Pendant qu'il rêvait ainsi, s'impatientant de ne pas voir venir les boyards, ses généraux inquiets délibéraient entre eux à voix basse, car les envoyés partis à la recherche des députés étaient revenus annoncer, d'un air consterné, que la ville était vide, et que tout le monde la quittait. Comment communiquer cette nouvelle à Sa Majesté sans la placer dans une situation ridicule, la plus terrible de toutes les situations? Comment lui avouer qu'au lieu des boyards si impatiemment attendus, il n'y avait plus dans la ville que des gens surexcités par l'ivresse! Les uns soutenaient qu'il fallait à tout prix réunir une députation quelconque; les autres conseillaient de dire, avec habileté et avec prudence, toute la vérité à l'Empereur. Le cas était grave et difficile.

Deux heures s'écoulèrent. Napoléon déjeuna et retourna au même endroit pour y attendre la députation. Son discours était prêt, plein de dignité et de majesté, d'après lui du moins! Entraîné par la générosité dont il voulait accabler la capitale, son imagination lui représentait déjà une réunion dans le palais des Tsars, où les grands seigneurs russes se rencontreraient avec les seigneurs de sa cour. Il nommait un préfet qui lui gagnerait le cœur des populations, il distribuait des largesses aux établissements de bienfaisance, pensant que si en Afrique il avait cru devoir se draper d'un burnous et aller se recueillir dans une mosquée, ici à Moscou il devait se montrer généreux, à l'exemple des Tsars.

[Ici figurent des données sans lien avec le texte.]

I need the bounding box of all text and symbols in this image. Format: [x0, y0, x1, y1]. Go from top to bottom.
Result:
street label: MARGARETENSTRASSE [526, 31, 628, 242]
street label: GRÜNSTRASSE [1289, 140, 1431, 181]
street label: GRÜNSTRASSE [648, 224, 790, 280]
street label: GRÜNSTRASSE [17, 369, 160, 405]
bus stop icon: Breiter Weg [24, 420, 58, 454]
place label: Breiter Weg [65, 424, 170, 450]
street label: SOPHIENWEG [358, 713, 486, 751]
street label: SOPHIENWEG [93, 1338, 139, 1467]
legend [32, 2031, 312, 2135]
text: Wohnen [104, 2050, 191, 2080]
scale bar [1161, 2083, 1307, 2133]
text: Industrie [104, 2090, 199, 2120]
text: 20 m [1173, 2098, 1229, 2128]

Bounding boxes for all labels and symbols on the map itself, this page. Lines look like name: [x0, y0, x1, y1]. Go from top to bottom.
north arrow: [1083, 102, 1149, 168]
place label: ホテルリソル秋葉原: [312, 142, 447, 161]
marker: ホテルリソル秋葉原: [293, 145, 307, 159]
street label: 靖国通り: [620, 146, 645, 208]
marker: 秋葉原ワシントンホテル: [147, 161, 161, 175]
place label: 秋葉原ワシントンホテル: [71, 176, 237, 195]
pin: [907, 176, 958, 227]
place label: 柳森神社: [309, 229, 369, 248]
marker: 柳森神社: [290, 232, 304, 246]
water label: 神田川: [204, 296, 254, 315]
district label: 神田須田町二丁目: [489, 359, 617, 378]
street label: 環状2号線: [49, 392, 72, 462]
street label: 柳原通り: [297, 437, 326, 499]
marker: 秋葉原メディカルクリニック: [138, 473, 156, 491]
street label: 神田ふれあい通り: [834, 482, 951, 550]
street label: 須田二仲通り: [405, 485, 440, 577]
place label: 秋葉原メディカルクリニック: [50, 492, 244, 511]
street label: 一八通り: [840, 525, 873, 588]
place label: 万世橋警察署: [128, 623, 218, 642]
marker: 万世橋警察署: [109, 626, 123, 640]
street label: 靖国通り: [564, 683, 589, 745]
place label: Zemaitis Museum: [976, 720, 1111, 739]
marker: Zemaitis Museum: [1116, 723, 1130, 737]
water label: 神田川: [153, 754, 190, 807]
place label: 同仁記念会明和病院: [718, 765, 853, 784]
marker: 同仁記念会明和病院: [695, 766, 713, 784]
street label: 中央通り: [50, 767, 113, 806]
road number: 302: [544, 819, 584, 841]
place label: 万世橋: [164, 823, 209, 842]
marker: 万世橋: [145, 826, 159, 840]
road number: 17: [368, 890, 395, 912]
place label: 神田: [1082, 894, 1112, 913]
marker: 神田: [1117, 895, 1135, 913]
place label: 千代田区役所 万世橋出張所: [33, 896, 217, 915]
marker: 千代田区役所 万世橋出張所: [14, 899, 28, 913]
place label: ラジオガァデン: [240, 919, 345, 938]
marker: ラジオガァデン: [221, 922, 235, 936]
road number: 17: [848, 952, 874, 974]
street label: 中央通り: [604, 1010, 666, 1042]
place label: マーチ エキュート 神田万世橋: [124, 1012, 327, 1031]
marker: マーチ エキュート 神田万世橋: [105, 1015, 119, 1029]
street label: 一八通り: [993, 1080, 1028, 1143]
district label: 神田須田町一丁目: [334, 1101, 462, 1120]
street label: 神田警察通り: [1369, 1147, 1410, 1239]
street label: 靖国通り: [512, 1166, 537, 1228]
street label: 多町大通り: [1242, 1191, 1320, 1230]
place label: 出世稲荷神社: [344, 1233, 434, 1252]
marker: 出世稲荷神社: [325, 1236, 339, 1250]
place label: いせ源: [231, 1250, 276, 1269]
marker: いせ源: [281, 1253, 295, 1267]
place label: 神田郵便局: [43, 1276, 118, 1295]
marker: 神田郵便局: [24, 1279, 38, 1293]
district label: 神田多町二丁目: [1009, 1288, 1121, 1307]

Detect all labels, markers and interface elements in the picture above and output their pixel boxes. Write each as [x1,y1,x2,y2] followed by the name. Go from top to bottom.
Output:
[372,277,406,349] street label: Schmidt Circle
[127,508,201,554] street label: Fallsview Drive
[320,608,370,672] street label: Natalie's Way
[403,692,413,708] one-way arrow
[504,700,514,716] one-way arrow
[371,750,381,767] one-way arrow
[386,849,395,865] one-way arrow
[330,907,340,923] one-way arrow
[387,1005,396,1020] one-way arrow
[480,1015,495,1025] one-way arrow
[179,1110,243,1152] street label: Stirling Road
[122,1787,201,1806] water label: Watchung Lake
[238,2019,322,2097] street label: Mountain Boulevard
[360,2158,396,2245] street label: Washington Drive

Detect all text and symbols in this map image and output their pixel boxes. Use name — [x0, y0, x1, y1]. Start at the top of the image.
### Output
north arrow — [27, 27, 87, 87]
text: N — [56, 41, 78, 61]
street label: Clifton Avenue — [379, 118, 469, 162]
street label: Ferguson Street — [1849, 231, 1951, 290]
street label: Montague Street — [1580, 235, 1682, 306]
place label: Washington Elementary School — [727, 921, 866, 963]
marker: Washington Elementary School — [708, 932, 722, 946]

L'Empereur, qui avait continué à se bercer de ses rêves de grandeur, sentit enfin, avec son instinct et sa finesse de grand comédien, que cet instant imposant perdait de sa solennité en se prolongeant outre mesure. Il fit un geste, et un coup de canon retentit: c'était un signal; aussitôt les troupes qui entouraient Moscou y entrèrent au pas accéléré par les différentes barrières, en se dépassant les unes les autres, au milieu des tourbillons de poussière qu'elles soulevaient dans leur marche, et en remplissant l'air de clameurs assourdissantes. Entraîné par l'enthousiasme de ses soldats, Napoléon s'avança avec eux jusqu'à la barrière de Dorogomilow; là il s'arrêta, descendit de cheval et se remit à marcher, dans l'attente de la députation qu'il s'attendait à voir paraître.